A court of creepy little creatures, run away from the Goblin City in Labyrinth. Big eyes, bat-wings, little sharp teeth in a Muppet Show snout. A long before the Corpse Bride, blue China flesh, stitches, missing pieces: they are dolls with too much experience, long limbs, yellow eyes. Like cats, or like a Betty Boop with too many gin crates and opiates behind her. Liz McGrath uses the freaks’ pavilion like the ideal container for her imaginary.
Art has always speculated about its supports. Illuminated manuscripts, meta-theatre, trompe l’oeil, photographic pictures structured as Baroque paintings, meta-cinema, video and net art. Religious performances, cathartic rituals, windows on a space which doesn’t exist, the stage, the screens of motion-picture theatres, televisions and personal computers, till the 3D intrusions. One back-door station of this path was the freak-show indeed: people who paid to have the opportunity to look in the eyes their fellow creatures, disfigured by fate and nature. What should not exist, the dark side of their self. The freak lives a never-ending torment, such as the Christian martyrs frozen in pictures along the history of art. But live. To look upon sufferance is like peeping the mysteries of death. Before the TV-screen, freak-shows were atrocity exhibitions in presence, and therefore somehow more legitimate.
Scandal, fear, the comparison with our shadow have always been some of the basic ingredients of art.The Red-Cross nurse Frankie Machine left her legs at the front, from the knees to the feet, and she replaced them with a crinoline cage.
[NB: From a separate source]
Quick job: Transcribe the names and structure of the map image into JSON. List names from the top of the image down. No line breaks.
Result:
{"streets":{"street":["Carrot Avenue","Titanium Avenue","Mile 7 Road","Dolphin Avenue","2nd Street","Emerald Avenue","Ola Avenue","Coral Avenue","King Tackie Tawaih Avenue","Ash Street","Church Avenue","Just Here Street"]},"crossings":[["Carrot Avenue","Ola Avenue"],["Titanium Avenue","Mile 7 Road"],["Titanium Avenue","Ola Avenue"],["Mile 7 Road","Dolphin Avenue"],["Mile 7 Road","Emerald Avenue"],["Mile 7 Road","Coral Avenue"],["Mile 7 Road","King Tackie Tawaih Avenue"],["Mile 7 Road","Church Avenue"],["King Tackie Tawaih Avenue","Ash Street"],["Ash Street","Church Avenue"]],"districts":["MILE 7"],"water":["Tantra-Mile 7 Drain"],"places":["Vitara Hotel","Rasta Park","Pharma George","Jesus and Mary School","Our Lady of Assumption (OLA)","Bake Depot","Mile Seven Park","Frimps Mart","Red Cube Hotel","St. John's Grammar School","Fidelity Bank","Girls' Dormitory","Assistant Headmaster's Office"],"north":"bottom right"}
Now Frankie has the right to claim that “Nemo liber est qui corpori servit”.
Also Miss Sugar Foot has the same mutilation, made by an axe. She has made for it grafting on a wheeled llama, with eyes as sweet as her missing feet. Alpha Centauri has two small horns and a little sister, who didn’t want to part from her.
Monsieur Poularde is a bird-boy, with mantle and cigar, friend of Ricky, the shark-boy.
Liz McGrath has often represented freak-animals, squaring the otherness value of the subject. Before the machine, the animal was the opposite pole of the human, in which humans were mirrored and into which they poured the inadmissible features: luxury, violence, “bestiality”. We look at the reflection with more courage and honesty if they make us believe that it’s not ours. A pink fawn with three heads, one curious, one stolid, one distrustful. On its flank, a cameo with a majestic deer with antlered horns is dug, which is what the little monster would like to be, and would never become.
Animals which are emblems of human biographies: the sailor-giraffe, with its tattooed neck and a Gaultier shirt, once used to gaze into the distance, has ended pin down to somebody’s trophy.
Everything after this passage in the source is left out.